***** Records provided *****

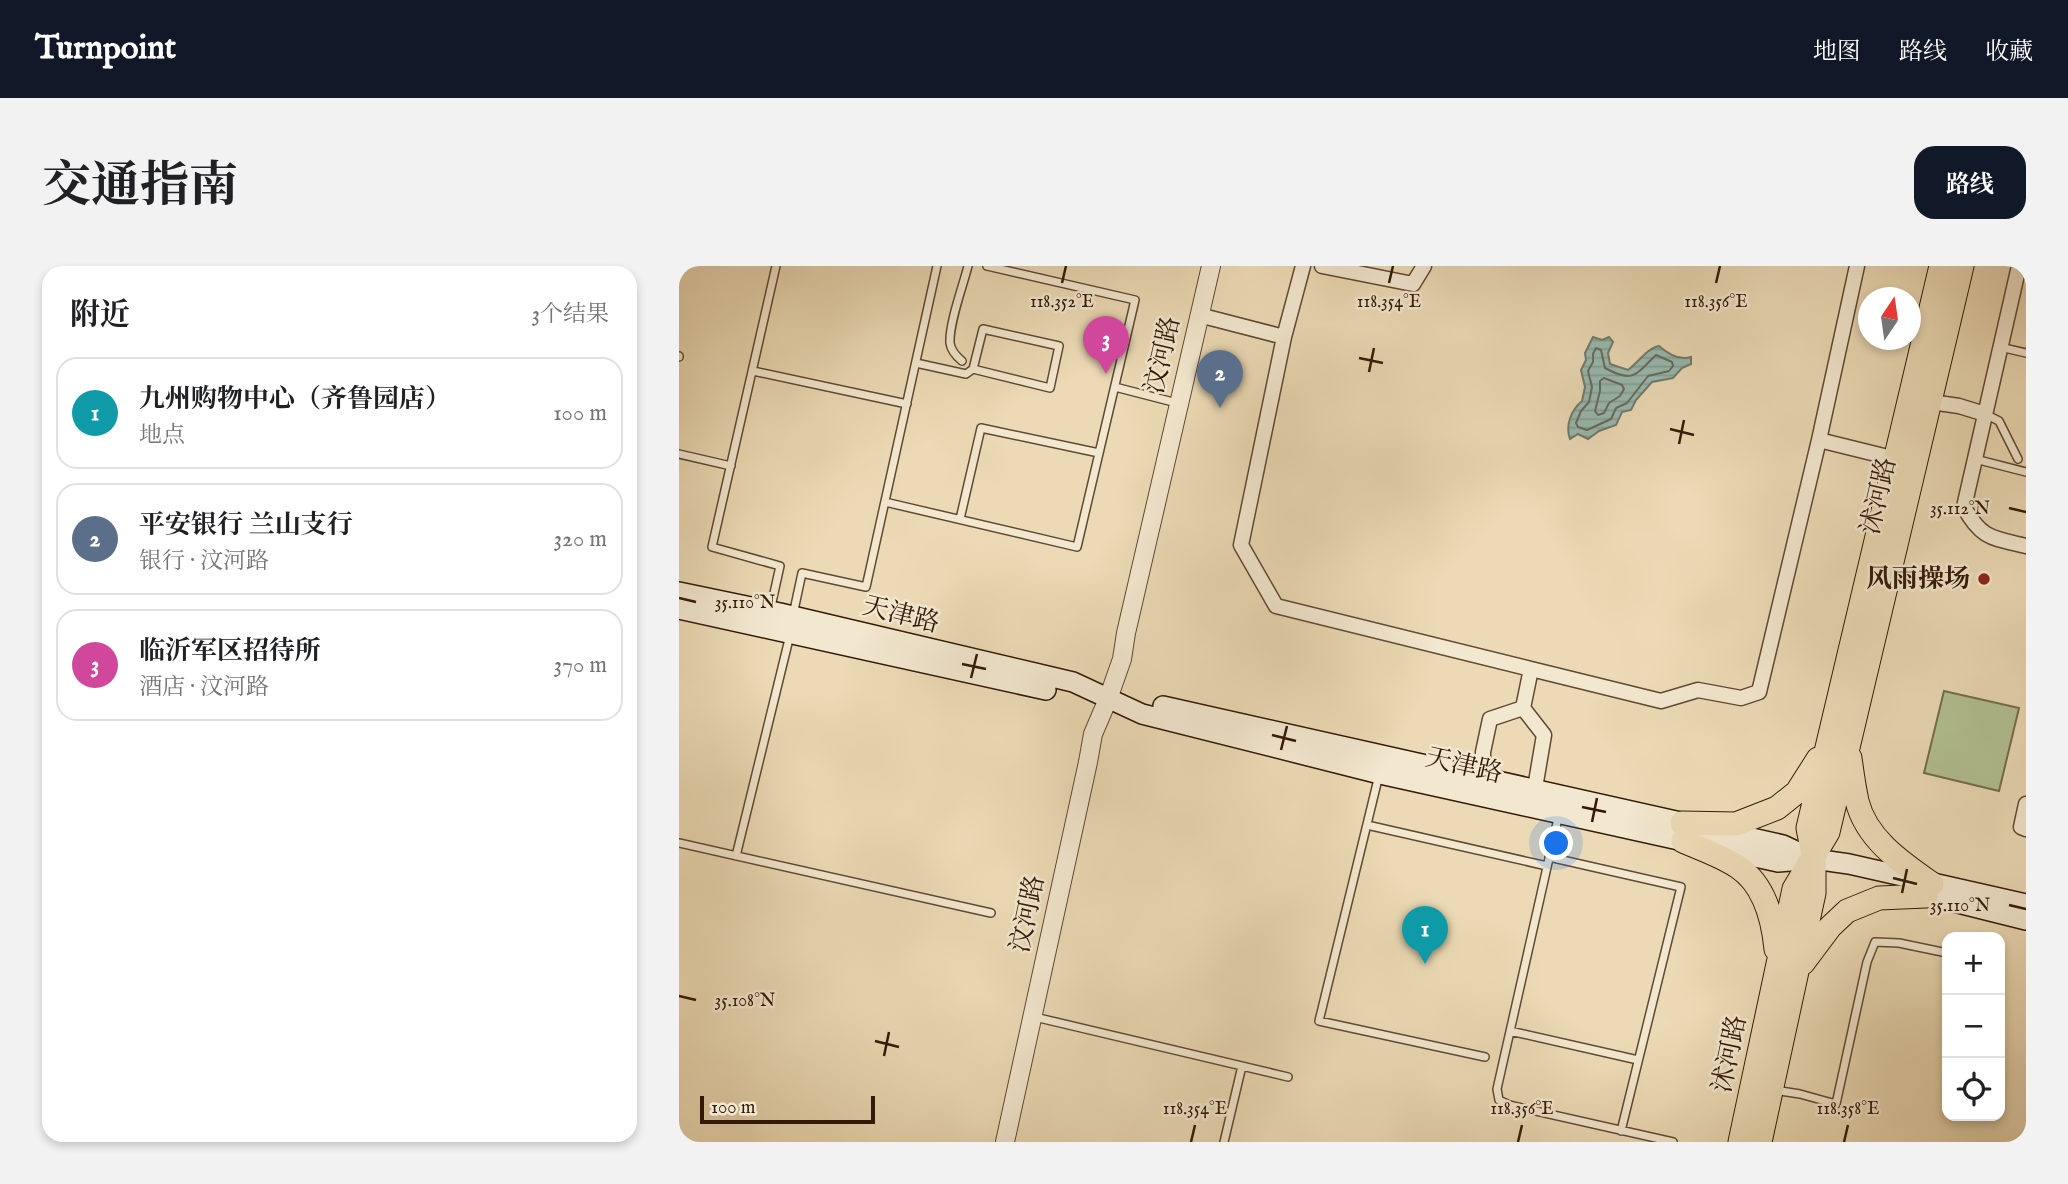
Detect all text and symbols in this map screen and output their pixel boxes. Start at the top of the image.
text: Turnpoint [35,28,176,70]
text: 地图 [1813,37,1861,68]
text: 路线 [1899,37,1947,68]
text: 收藏 [1985,37,2033,68]
button: 路线 [1914,146,2026,219]
text: 交通指南 [42,157,238,219]
north arrow [1858,287,1921,350]
text: 118.352°E [1030,291,1094,314]
text: 118.354°E [1357,291,1421,314]
text: 118.356°E [1684,291,1748,314]
text: 附近 [70,297,130,335]
text: 3个结果 [531,300,609,329]
street label: 汶河路 [1138,313,1188,397]
pin: 3 [1083,316,1129,374]
pin: 2 [1197,350,1243,408]
text: 九州购物中心（齐鲁园店） [139,383,451,416]
text: 1 [91,399,99,428]
text: 100 m [553,399,607,428]
text: 地点 [139,421,185,450]
street label: 沭河路 [1854,454,1904,538]
text: 35.112°N [1930,498,1991,521]
text: 平安银行 兰山支行 [139,509,353,542]
text: 2 [90,525,100,554]
text: 320 m [554,525,607,554]
text: 银行 · 汶河路 [139,547,269,576]
place label: 风雨操场 [1866,563,1970,596]
marker: 风雨操场 [1976,571,1992,587]
street label: 天津路 [859,590,943,640]
text: 35.110°N [715,592,776,615]
text: 临沂军区招待所 [139,635,321,668]
text: 3 [91,651,99,680]
text: 370 m [554,651,607,680]
text: 酒店 · 汶河路 [139,673,269,702]
street label: 天津路 [1422,741,1506,791]
your location [1539,826,1573,860]
street label: 汶河路 [1004,872,1052,956]
text: 35.110°N [1930,895,1991,918]
pin: 1 [1402,906,1448,964]
map controls [1942,932,2005,1121]
button: + [1942,932,2005,995]
text: 35.108°N [715,990,776,1013]
button: − [1942,995,2005,1058]
street label: 沭河路 [1706,1012,1754,1096]
button: locate [1942,1058,2005,1121]
scale bar [700,1093,875,1125]
text: 100 m [711,1096,755,1120]
text: 118.354°E [1163,1098,1227,1121]
text: 118.356°E [1490,1098,1554,1121]
text: 118.358°E [1817,1098,1879,1121]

*****

_Task:_ Copy each line above that has the word "风雨操场".

_Response area:_
place label: 风雨操场 [1866,563,1970,596]
marker: 风雨操场 [1976,571,1992,587]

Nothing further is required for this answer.